"Drum therapy is an ancient approach that uses rhythm to promote healing and self-expression. From the shamans of Mongolia to the Minianka healers of West Africa, therapeutic rhythm techniques have been used for thousands of years to create and maintain physical, mental, and spiritual health."– Michael Drake
CAMMO's music therapists utilize this tried and true approach to harness each veteran's and service member's musical talents into a very effective therapeutic approach to healing with music.

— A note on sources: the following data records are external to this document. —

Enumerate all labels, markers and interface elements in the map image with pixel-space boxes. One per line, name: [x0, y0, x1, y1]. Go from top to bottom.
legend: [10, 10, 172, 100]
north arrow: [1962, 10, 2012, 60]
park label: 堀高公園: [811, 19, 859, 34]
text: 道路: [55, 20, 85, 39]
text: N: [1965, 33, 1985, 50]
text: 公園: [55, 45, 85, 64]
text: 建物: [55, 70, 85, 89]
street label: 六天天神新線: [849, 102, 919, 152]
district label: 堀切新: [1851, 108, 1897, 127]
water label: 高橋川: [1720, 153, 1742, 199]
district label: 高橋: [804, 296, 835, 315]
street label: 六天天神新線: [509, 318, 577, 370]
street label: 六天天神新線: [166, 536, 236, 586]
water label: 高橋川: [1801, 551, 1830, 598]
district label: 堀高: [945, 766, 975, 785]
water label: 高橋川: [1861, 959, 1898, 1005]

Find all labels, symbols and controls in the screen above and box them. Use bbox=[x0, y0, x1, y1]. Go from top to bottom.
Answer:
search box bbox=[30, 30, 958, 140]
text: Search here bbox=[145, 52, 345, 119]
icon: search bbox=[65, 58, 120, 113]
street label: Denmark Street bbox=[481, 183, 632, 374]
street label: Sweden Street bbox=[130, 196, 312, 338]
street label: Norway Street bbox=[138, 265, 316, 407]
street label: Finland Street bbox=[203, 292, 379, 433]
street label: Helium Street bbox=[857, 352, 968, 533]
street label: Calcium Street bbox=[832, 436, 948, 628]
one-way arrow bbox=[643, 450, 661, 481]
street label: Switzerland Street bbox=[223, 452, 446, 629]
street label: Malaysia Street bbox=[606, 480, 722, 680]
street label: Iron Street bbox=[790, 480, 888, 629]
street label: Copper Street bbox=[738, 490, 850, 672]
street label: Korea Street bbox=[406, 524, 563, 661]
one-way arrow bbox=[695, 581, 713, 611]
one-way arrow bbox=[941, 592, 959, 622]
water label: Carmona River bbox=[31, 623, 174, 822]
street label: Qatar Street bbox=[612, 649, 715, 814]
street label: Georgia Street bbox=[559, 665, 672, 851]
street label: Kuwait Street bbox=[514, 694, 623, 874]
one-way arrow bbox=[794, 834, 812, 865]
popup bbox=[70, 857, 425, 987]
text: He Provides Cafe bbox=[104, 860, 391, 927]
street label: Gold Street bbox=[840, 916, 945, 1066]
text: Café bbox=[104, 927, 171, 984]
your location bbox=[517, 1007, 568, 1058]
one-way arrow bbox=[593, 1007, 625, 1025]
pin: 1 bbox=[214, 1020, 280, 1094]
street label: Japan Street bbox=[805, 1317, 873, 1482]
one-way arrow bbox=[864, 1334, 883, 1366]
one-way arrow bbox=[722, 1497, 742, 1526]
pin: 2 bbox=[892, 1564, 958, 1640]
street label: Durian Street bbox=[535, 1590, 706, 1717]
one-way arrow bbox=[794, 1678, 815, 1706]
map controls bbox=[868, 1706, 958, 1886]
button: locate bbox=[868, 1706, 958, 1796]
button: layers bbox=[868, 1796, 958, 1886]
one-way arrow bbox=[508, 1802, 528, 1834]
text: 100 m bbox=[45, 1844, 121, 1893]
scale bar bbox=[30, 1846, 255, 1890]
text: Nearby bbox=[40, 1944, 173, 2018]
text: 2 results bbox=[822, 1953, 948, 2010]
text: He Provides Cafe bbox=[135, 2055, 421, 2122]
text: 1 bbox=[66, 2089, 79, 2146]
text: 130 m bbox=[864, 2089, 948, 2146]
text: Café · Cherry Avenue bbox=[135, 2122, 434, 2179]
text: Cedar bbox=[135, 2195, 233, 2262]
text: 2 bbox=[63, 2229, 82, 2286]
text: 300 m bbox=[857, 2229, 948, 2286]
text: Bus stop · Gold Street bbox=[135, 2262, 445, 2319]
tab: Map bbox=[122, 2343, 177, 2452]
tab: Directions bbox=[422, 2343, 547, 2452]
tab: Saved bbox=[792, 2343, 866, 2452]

Drumming has long been used in communities for rituals, celebrations, and communication. For the veteran community, research has found that drum groups can provide a means for empowerment and teamwork, togetherness, a feeling of belonging, connectivity, and to promote closeness and a sense of openness.
Other research studies published in peer-reviewed journals have demonstrated the health and wellness benefits of group empowerment drumming:
- Reverses Stress: A study conducted in 2005 determined that playing a musical instrument can reverse multiple components of the human stress response on the genomic level. There was not just a reduction in stress but also a reversal in 19 genetic switches that turn on the stress response believed responsible in the development of common diseases.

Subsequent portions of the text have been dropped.